### Exercise directions:
Report every line below that carries the word "Roger".

### Source data:
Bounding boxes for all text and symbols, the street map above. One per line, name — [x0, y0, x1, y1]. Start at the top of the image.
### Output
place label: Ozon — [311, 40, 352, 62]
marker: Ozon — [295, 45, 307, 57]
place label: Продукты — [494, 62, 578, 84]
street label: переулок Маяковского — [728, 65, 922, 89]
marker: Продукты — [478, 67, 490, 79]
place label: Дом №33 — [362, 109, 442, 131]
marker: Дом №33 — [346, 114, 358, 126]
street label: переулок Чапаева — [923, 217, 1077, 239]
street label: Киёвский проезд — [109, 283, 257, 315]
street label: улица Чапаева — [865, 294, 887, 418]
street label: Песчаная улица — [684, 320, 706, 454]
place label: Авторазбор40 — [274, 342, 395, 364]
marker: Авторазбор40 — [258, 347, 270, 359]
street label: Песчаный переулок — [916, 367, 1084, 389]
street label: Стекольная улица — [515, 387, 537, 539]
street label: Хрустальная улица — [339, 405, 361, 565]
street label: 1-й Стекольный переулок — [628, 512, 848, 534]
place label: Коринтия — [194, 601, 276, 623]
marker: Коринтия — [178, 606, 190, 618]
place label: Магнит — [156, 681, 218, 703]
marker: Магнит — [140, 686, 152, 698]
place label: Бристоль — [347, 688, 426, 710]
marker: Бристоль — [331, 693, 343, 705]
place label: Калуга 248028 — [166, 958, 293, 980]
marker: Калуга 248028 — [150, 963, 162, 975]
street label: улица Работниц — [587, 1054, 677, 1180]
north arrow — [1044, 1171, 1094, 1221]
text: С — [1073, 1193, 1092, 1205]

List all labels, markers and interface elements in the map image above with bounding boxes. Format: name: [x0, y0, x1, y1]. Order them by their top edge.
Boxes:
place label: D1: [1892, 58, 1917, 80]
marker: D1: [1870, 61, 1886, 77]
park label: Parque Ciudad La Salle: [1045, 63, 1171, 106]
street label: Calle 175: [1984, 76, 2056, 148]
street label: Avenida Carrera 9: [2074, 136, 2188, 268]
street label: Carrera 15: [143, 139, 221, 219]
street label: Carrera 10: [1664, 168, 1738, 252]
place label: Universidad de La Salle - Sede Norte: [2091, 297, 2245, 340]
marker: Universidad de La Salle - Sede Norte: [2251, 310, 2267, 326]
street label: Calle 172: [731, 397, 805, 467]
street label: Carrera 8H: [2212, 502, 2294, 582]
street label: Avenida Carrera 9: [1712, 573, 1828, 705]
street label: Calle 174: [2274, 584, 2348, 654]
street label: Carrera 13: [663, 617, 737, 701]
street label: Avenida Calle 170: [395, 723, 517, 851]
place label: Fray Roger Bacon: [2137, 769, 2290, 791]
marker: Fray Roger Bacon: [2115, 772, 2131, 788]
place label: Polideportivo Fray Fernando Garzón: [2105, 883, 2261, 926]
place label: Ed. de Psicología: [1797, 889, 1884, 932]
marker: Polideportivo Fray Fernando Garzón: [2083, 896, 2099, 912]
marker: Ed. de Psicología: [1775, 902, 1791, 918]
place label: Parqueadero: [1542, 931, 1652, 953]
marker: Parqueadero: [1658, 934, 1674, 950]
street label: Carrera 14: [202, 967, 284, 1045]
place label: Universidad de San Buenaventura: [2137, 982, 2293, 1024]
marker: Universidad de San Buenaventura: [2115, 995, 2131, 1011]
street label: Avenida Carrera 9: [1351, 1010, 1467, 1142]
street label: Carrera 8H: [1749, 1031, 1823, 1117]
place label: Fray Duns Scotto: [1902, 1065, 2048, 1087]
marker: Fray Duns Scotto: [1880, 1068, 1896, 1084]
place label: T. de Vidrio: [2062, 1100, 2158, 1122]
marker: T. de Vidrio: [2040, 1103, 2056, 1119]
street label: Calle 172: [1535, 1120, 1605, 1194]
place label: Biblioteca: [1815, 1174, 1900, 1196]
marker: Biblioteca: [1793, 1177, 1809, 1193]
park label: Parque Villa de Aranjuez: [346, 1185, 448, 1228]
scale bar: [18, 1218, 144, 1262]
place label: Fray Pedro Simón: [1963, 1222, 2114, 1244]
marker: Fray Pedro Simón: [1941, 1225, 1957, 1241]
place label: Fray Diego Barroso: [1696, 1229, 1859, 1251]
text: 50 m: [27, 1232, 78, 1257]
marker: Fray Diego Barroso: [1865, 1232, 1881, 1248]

### Solution for this exercise:
place label: Fray Roger Bacon: [2137, 769, 2290, 791]
marker: Fray Roger Bacon: [2115, 772, 2131, 788]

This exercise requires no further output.